● DATA EXCERPTS:

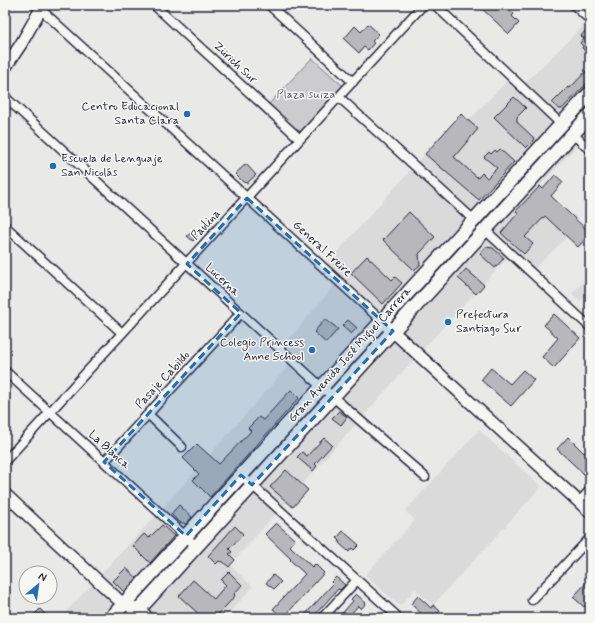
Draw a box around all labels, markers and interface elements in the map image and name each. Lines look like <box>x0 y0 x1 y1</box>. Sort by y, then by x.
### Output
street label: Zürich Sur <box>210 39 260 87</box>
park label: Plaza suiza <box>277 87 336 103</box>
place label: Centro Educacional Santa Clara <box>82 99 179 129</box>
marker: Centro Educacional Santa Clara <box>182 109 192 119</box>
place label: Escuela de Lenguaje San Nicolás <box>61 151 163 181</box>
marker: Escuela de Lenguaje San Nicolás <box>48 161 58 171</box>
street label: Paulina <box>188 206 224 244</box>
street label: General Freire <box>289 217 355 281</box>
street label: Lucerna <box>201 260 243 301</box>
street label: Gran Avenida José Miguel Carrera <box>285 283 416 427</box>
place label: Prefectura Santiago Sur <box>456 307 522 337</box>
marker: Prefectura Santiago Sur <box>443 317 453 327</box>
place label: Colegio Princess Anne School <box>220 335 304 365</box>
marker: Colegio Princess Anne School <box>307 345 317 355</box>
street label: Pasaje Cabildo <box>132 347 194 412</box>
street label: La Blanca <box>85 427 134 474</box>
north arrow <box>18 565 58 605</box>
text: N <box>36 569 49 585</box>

● TASK OBJECTIVE:
Omit each image and transcribe the remaining records word for word.

● TASK RESULT:
Draw a box around all labels, markers and interface elements in the map image and name each. Lines look like <box>x0 y0 x1 y1</box>. Sort by y, then by x.
### Output
street label: Zürich Sur <box>210 39 260 87</box>
park label: Plaza suiza <box>277 87 336 103</box>
place label: Centro Educacional Santa Clara <box>82 99 179 129</box>
marker: Centro Educacional Santa Clara <box>182 109 192 119</box>
place label: Escuela de Lenguaje San Nicolás <box>61 151 163 181</box>
marker: Escuela de Lenguaje San Nicolás <box>48 161 58 171</box>
street label: Paulina <box>188 206 224 244</box>
street label: General Freire <box>289 217 355 281</box>
street label: Lucerna <box>201 260 243 301</box>
street label: Gran Avenida José Miguel Carrera <box>285 283 416 427</box>
place label: Prefectura Santiago Sur <box>456 307 522 337</box>
marker: Prefectura Santiago Sur <box>443 317 453 327</box>
place label: Colegio Princess Anne School <box>220 335 304 365</box>
marker: Colegio Princess Anne School <box>307 345 317 355</box>
street label: Pasaje Cabildo <box>132 347 194 412</box>
street label: La Blanca <box>85 427 134 474</box>
north arrow <box>18 565 58 605</box>
text: N <box>36 569 49 585</box>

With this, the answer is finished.